#JesuisRH

Après 6 ans de pratique RH, l’heure est venue de faire un point sur ce premier step professionnel. J’ai toujours cru qu’il fallait choisir un job dans lequel on s’épanouissait, en fonction de son appétence naturelle. C’est donc en toute âme et conscience, que j’ai choisi RH car je voulais être au service des salariés . Non, non, ne riez pas. D’ ailleurs dans ma promotion, l’écrasante majorité avait choisi les RH avant tout pour cette raison. Ces 6 années ont été l’occasion de progresser à un poste stratégique en interne. Me permettant de côtoyer des confrères, d’être aux rdv stratégiques de la profession pour enrichir ma vision. Voici donc un bilan.
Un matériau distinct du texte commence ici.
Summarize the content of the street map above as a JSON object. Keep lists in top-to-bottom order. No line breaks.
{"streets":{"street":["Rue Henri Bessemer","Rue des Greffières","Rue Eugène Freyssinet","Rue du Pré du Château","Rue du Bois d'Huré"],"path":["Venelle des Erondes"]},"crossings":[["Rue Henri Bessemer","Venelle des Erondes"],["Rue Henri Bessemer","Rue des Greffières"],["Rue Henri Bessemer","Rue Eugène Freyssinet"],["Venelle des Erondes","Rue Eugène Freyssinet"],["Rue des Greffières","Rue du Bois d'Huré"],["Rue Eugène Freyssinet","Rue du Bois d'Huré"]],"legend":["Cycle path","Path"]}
En entreprise : le moins que l’on puisse dire c’est que le RH est acculé : Il est considéré par la Direction comme trop proche des salariés et par les salariés comme un espion. Mais le pire reste à venir : en temps de crise, c’est son utilité qui peut être remise en cause. Dur dur…c’est peut être pour cela que plusieurs RH arborent cet air froid et distancié tant décrié par candidats et salariés. Peut être est ce une barrière?
A l’externe : les candidats également nous en font voir des vertes et des pas mûres. Voici un exemple dans le domaine du recrutement : sur 100 candidatures, en moyenne 10 seulement correspondent ( la pratique d’envoi systématique de CV à tout va dite “tactique du hameçonnage” s’étant très largement démocratisée )
Sur les 10 CV retenus : entre ceux qui ne se souviennent plus avoir candidaté, ceux dont le projet professionnel n’est pas en phase et j’en passe… seuls 5 seront prévus en rdv physique. 
Mais le calvaire du RH ( non, non, ne riez toujours pas) ne s’arrête pas là . Sur les 5 candidats programmés en entretiens :1 ne se présentera pas , 1 arrivera en retard. C’est donc la boule au ventre que le RH espérera qu’avec l’un des 3 candidats “ça le fasse”. le RH ayant une seule hantise : repartir de zéro.
Il y a quelques temps mon beau frère chéri, en toute innocence m’a posée une question qu’en fait tout le monde se pose (concernant les RH) : “ Excuse moi Edna, ne le prend pas mal mais en réalité vous servez à quoi? Comment par exemple, c’est à vous qu’est assigné la mission de recruter or l’opérationnel serait plus légitime? Ne te fâche pas, c’est juste une question:)”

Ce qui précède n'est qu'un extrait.